EXERCISE GOAL: The word "Clos" may appear in some lines of the data; copy every such line.

RECORD EXCERPTS:
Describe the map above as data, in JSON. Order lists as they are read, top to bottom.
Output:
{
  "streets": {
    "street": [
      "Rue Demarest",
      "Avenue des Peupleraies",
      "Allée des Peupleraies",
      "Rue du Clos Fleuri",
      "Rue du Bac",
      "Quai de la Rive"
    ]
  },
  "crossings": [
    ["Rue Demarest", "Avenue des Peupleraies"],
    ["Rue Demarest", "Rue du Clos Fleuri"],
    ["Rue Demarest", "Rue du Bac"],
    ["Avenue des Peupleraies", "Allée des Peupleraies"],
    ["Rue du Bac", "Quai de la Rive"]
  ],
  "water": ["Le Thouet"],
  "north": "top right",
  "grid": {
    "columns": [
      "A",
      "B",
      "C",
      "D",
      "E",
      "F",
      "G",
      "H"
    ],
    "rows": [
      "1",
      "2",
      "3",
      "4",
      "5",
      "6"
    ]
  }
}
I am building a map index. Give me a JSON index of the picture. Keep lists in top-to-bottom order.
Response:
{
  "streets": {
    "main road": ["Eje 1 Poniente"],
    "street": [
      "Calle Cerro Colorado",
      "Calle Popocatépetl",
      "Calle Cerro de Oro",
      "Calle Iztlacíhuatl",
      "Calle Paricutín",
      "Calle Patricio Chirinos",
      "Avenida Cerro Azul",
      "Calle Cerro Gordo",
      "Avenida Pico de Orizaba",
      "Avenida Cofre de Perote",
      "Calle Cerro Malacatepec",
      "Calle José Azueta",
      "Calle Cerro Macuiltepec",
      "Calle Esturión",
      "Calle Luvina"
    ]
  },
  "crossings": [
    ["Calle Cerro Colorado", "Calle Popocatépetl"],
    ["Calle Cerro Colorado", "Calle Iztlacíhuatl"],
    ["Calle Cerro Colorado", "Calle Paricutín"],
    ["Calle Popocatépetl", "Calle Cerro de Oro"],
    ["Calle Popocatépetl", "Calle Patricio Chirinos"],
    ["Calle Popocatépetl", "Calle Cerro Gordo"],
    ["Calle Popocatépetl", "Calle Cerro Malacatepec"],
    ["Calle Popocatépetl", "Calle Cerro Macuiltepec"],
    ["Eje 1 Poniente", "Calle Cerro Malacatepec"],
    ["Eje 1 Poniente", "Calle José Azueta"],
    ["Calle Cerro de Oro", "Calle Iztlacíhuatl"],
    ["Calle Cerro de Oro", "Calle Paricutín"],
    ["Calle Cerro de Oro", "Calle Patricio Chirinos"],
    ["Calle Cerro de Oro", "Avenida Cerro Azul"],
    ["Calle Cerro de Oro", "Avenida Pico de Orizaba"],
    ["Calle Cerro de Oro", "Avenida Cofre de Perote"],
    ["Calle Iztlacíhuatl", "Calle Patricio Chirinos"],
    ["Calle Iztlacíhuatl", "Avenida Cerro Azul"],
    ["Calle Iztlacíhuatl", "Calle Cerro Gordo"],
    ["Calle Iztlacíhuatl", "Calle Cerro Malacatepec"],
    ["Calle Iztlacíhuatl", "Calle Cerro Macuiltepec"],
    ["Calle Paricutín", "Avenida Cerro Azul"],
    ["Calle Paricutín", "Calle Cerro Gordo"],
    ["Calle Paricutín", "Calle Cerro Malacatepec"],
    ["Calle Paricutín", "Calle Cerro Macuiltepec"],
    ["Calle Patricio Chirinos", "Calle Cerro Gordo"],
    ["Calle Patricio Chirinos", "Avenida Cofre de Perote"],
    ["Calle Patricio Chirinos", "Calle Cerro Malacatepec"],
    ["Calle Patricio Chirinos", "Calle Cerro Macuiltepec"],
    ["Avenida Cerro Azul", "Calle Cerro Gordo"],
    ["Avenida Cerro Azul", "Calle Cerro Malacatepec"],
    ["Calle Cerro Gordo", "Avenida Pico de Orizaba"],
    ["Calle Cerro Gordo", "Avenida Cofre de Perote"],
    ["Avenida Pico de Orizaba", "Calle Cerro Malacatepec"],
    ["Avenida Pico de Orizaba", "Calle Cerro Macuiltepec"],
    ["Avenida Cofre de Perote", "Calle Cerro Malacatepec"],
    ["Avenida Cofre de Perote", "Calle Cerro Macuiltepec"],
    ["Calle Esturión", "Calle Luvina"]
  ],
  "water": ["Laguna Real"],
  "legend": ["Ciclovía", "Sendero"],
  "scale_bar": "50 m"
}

OUTPUT FOR THIS TASK:
      "Rue du Clos Fleuri",
    ["Rue Demarest", "Rue du Clos Fleuri"],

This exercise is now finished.